Majenko's Projects :: Audiobook Recorder

First let's familiarize ourselves with the main window. To start with here's the toolbar at the top of the window:

From left to right we have:New Book, Open Book, Save Book, New Chapter, Record Room Noise, Play Phrase, Play From Phrase, Play Cut Selection, Stop Playing, Enable Microphone, Disable Effects, Playback Speed, Open Manuscript

The very first thing you should do is configure the software to suit your needs. Use the menu entry Tools -> Options and set everything up as you need it. Everything has information icons by them to tell you what they do (just hover over the icon). Most things have sensible defaults, but you will probably need to select your audio devices and format.
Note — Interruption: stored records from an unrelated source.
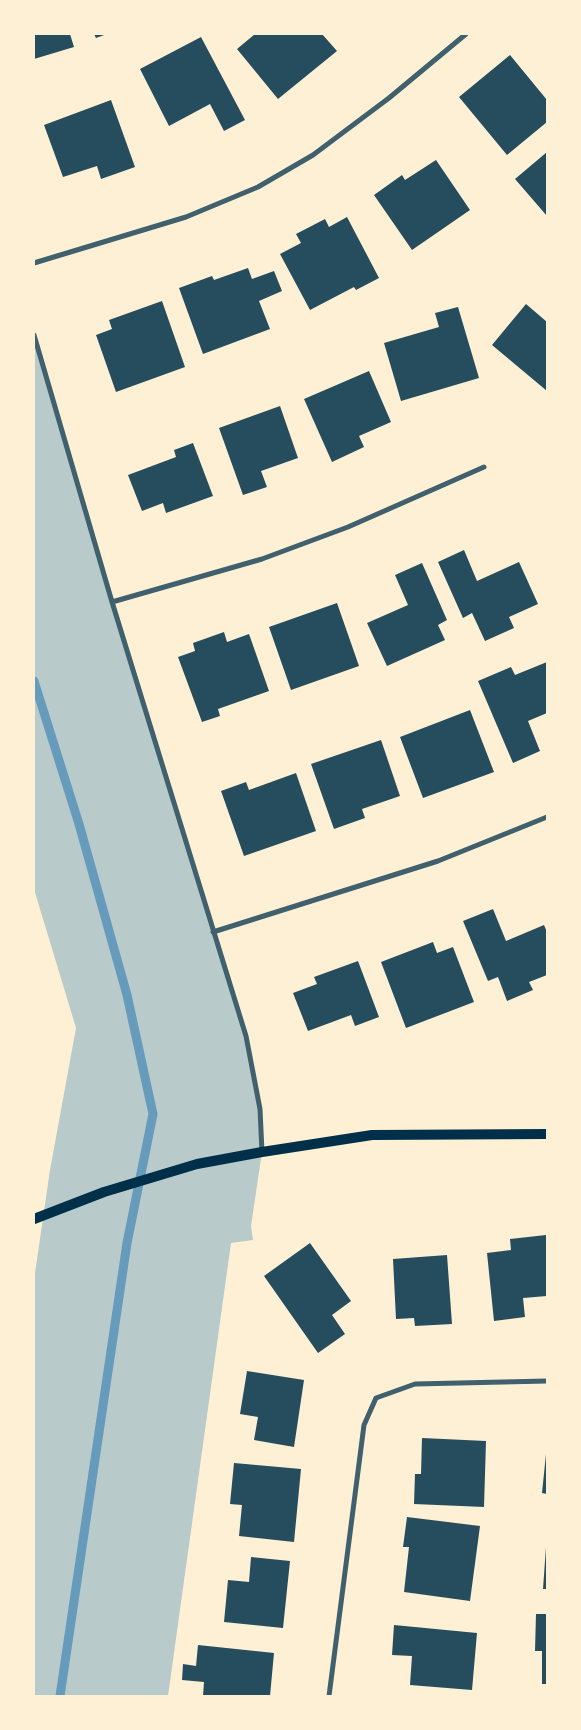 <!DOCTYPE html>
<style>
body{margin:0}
#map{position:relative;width:581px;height:1730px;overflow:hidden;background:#fdf0d5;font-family:"Exo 2",sans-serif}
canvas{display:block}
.frame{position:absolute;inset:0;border:35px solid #fdf0d5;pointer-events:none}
</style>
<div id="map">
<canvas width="581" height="1730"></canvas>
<div class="frame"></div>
</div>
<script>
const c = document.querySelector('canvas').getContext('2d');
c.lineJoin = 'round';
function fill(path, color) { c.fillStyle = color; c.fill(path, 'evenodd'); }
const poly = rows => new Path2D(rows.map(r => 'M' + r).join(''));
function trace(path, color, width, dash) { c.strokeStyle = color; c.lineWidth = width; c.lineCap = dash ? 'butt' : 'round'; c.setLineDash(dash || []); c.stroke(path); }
fill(poly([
 [34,335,246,1036,260,1109,262,1152,251,1226,253,1240,231,1243,168,1696,34,1696,34,1280,50,1170,76,1028,34,889]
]), '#b9caca');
trace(poly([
 [34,681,79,824,127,995,153,1114,127,1243,60,1696]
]), '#669bbc', 9);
fill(poly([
 [34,34,70,34,74,47,34,59],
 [94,34,107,34,96,38],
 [255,34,322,34,337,51,278,99,237,49],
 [201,37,245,120,224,131,210,104,169,126,140,69],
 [510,55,547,100,547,122,507,155,459,97],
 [111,100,135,167,101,179,97,166,63,177,44,125],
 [547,152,547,216,515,179],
 [436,160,470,210,412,250,374,195,402,175,405,180],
 [347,217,379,278,356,290,354,287,310,310,280,254,301,243,296,234,325,219,329,227],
 [248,268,252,279,274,271,282,291,259,301,270,329,203,354,179,288,212,276,214,280],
 [162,301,185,367,116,392,96,335,112,329,109,320],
 [526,304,547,322,547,391,492,345],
 [458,307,479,378,401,401,384,343,439,327,435,313],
 [369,371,391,422,359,436,364,447,332,462,304,399],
 [280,406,298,458,261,471,267,487,243,495,219,428],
 [193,443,213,496,166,513,163,503,142,511,128,475,176,457,174,450],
 [464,550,477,581,519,562,538,604,509,617,514,628,485,641,472,613,463,618,438,562],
 [422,563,447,620,438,625,445,640,387,666,367,623,408,605,395,575],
 [337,603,359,666,291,690,269,627],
 [224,632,227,642,249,634,269,691,218,709,220,716,202,722,178,657,195,651,193,643],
 [547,662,547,713,528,721,540,751,513,763,478,681,511,667,515,675],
 [470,710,494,772,423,798,400,737],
 [381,740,400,796,362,809,365,818,334,829,311,764],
 [296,773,316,831,244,856,221,791,246,782,249,790],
 [493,909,506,941,544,925,547,932,547,975,529,982,533,990,507,1001,498,977,488,981,463,921],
 [433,942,437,953,453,947,474,1002,406,1028,381,962],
 [358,961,379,1017,355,1026,351,1015,308,1031,293,993,317,984,314,977],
 [546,1235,547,1296,523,1298,525,1317,494,1321,487,1253,511,1250,510,1239],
 [310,1243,351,1301,332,1315,345,1334,318,1353,264,1276],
 [447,1255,452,1324,415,1326,414,1318,396,1319,393,1259],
 [247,1371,304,1380,294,1447,254,1440,258,1417,240,1414],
 [422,1438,486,1441,484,1507,414,1504,415,1474,421,1474],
 [546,1454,547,1454,547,1494,542,1493],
 [234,1463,301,1469,294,1542,239,1536,242,1505,230,1504],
 [407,1517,480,1526,470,1601,404,1592,409,1547,403,1547],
 [546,1547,547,1547,547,1589,543,1589],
 [251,1557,290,1561,283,1628,224,1622,228,1580,249,1582],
 [536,1614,547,1614,547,1684,542,1684,542,1651,535,1651],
 [394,1625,477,1633,472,1690,410,1685,412,1656,392,1655],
 [198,1645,274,1653,270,1696,203,1696,204,1682,182,1680,183,1664,196,1666]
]), '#264d5e');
trace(poly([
 [34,263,186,217,258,187,313,155,389,98,466,34],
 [34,335,112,602,246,1036,260,1109,262,1152],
 [112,602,262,559,348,527,484,467],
 [213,932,438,861,547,817],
 [329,1696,364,1425,376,1398,415,1384,547,1381]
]), '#3f606c', 5);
trace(poly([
 [34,1219,104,1192,197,1164,262,1152,372,1135,547,1134]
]), '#003049', 10);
</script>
The next thing you need to do, of course, is create a new book. Press that icon (or use the menu entry File -> New Book) and fill out the form that pops up.

You're nearly ready to start recording now. But for everything to work you need some room noise. Start by turning on the microphone (rather than starting and stopping the microphone with each recording it was found that some microphones do a gain calibration each time they are started, so starting it just once and keeping it open was found to be a better solution). Now you can record some room noise. Press the Record Room Noise icon and keep quite. The screen will flash red and green while it records (5 seconds).

At the bottom of the window your "noise floor" will be displayed. You want this to be below -30dB for a good recording.

If you want to re-record your room noise just press the icon again. When you're happy with the noise floor you can now start recording your book in earnest.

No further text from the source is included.